_Task requirements_
A faithful copy of all the data is the goal; omit the pictures.
· · · · ·
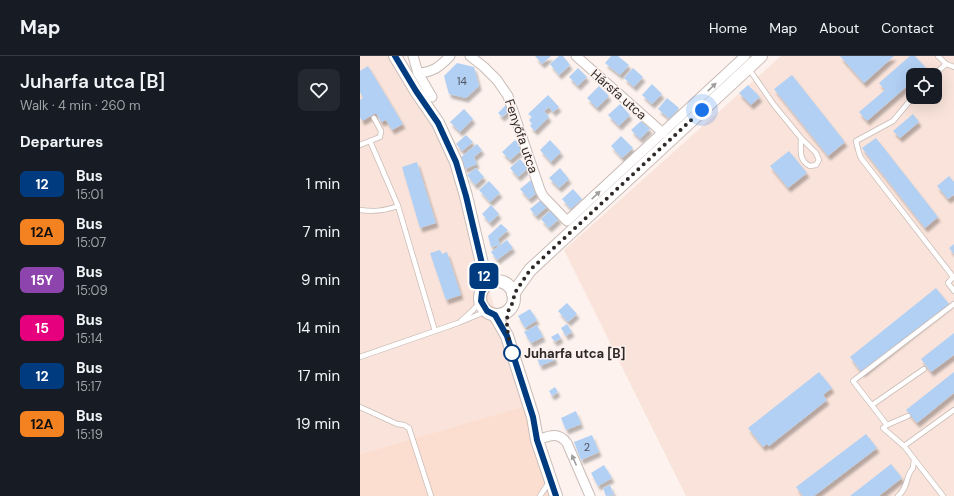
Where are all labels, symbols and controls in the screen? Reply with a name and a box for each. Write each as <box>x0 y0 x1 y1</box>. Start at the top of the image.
text: Map <box>20 15 60 40</box>
text: Home <box>709 19 747 37</box>
text: Map <box>769 19 797 37</box>
text: About <box>819 19 859 37</box>
text: Contact <box>881 19 934 37</box>
street label: Hársfa utca <box>587 65 650 123</box>
map controls <box>906 68 942 104</box>
button: locate <box>906 68 942 104</box>
text: Juharfa utca [B] <box>20 69 165 94</box>
button: heart <box>298 69 340 111</box>
house number: 14 <box>457 74 467 88</box>
one-way arrow <box>707 82 717 92</box>
text: Walk · 4 min · 260 m <box>20 97 141 114</box>
street label: Fenyőfa utca <box>501 97 542 175</box>
your location <box>692 100 712 120</box>
text: Departures <box>20 132 103 152</box>
text: Bus <box>76 166 103 186</box>
text: 1 min <box>306 174 340 194</box>
text: 12 <box>35 175 49 193</box>
text: 15:01 <box>76 186 104 203</box>
one-way arrow <box>591 190 601 199</box>
text: Bus <box>76 214 103 234</box>
text: 7 min <box>302 222 340 242</box>
text: 12A <box>30 223 54 241</box>
text: 15:07 <box>76 234 106 251</box>
text: Bus <box>76 262 103 282</box>
line badge: 12 <box>466 263 502 289</box>
text: 12 <box>477 267 491 285</box>
text: 9 min <box>301 270 340 290</box>
text: 15Y <box>31 271 53 289</box>
text: 15:09 <box>76 282 108 299</box>
text: Bus <box>76 310 103 330</box>
text: 14 min <box>297 318 340 338</box>
text: 15 <box>35 319 49 337</box>
text: 15:14 <box>76 330 103 347</box>
marker: Juharfa utca [B] <box>503 344 521 362</box>
place label: Juharfa utca [B] <box>524 345 625 362</box>
text: Bus <box>76 358 103 378</box>
text: 17 min <box>298 366 340 386</box>
text: 12 <box>35 367 49 385</box>
text: 15:17 <box>76 378 102 395</box>
text: Bus <box>76 406 103 426</box>
text: 19 min <box>296 414 340 434</box>
text: 12A <box>30 415 54 433</box>
text: 15:19 <box>76 426 103 443</box>
house number: 2 <box>584 440 590 454</box>
one-way arrow <box>571 455 577 466</box>

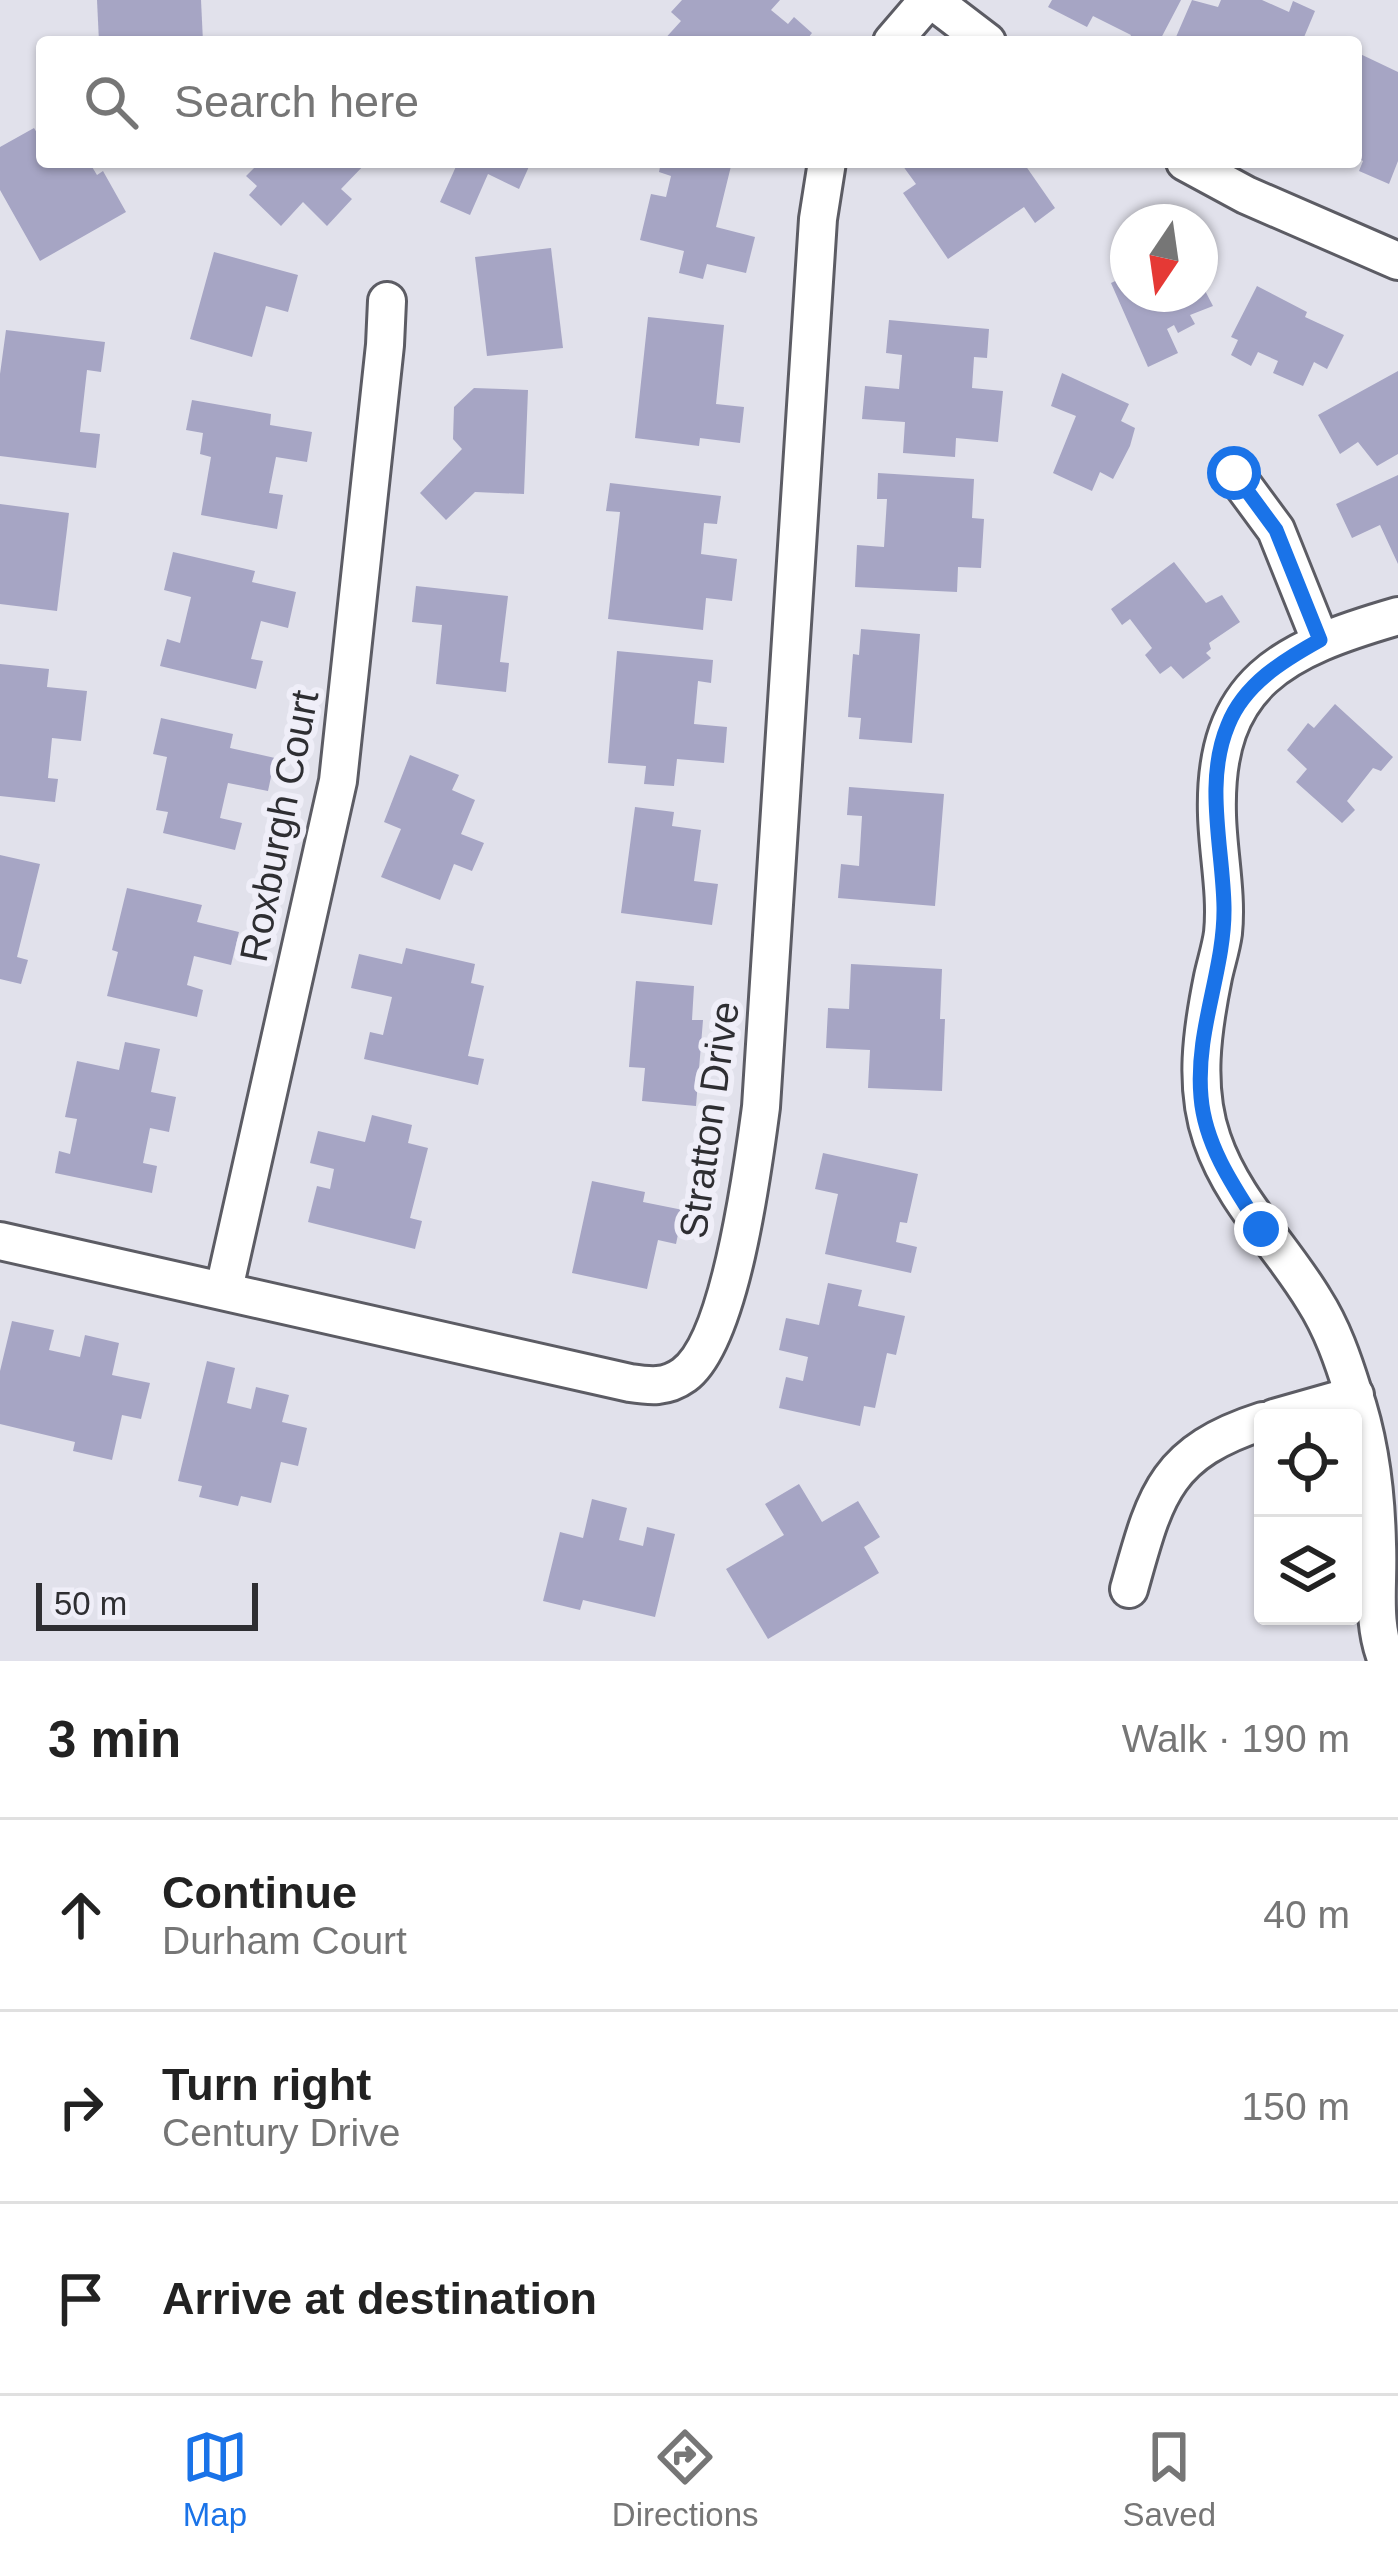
· · · · ·
_Reply_
Where are all labels, symbols and controls in the screen? Reply with a name and a box for each. Write each as <box>x0 y0 x1 y1</box>. Start at the top of the image.
text: Map <box>20 15 60 40</box>
text: Home <box>709 19 747 37</box>
text: Map <box>769 19 797 37</box>
text: About <box>819 19 859 37</box>
text: Contact <box>881 19 934 37</box>
street label: Hársfa utca <box>587 65 650 123</box>
map controls <box>906 68 942 104</box>
button: locate <box>906 68 942 104</box>
text: Juharfa utca [B] <box>20 69 165 94</box>
button: heart <box>298 69 340 111</box>
house number: 14 <box>457 74 467 88</box>
one-way arrow <box>707 82 717 92</box>
text: Walk · 4 min · 260 m <box>20 97 141 114</box>
street label: Fenyőfa utca <box>501 97 542 175</box>
your location <box>692 100 712 120</box>
text: Departures <box>20 132 103 152</box>
text: Bus <box>76 166 103 186</box>
text: 1 min <box>306 174 340 194</box>
text: 12 <box>35 175 49 193</box>
text: 15:01 <box>76 186 104 203</box>
one-way arrow <box>591 190 601 199</box>
text: Bus <box>76 214 103 234</box>
text: 7 min <box>302 222 340 242</box>
text: 12A <box>30 223 54 241</box>
text: 15:07 <box>76 234 106 251</box>
text: Bus <box>76 262 103 282</box>
line badge: 12 <box>466 263 502 289</box>
text: 12 <box>477 267 491 285</box>
text: 9 min <box>301 270 340 290</box>
text: 15Y <box>31 271 53 289</box>
text: 15:09 <box>76 282 108 299</box>
text: Bus <box>76 310 103 330</box>
text: 14 min <box>297 318 340 338</box>
text: 15 <box>35 319 49 337</box>
text: 15:14 <box>76 330 103 347</box>
marker: Juharfa utca [B] <box>503 344 521 362</box>
place label: Juharfa utca [B] <box>524 345 625 362</box>
text: Bus <box>76 358 103 378</box>
text: 17 min <box>298 366 340 386</box>
text: 12 <box>35 367 49 385</box>
text: 15:17 <box>76 378 102 395</box>
text: Bus <box>76 406 103 426</box>
text: 19 min <box>296 414 340 434</box>
text: 12A <box>30 415 54 433</box>
text: 15:19 <box>76 426 103 443</box>
house number: 2 <box>584 440 590 454</box>
one-way arrow <box>571 455 577 466</box>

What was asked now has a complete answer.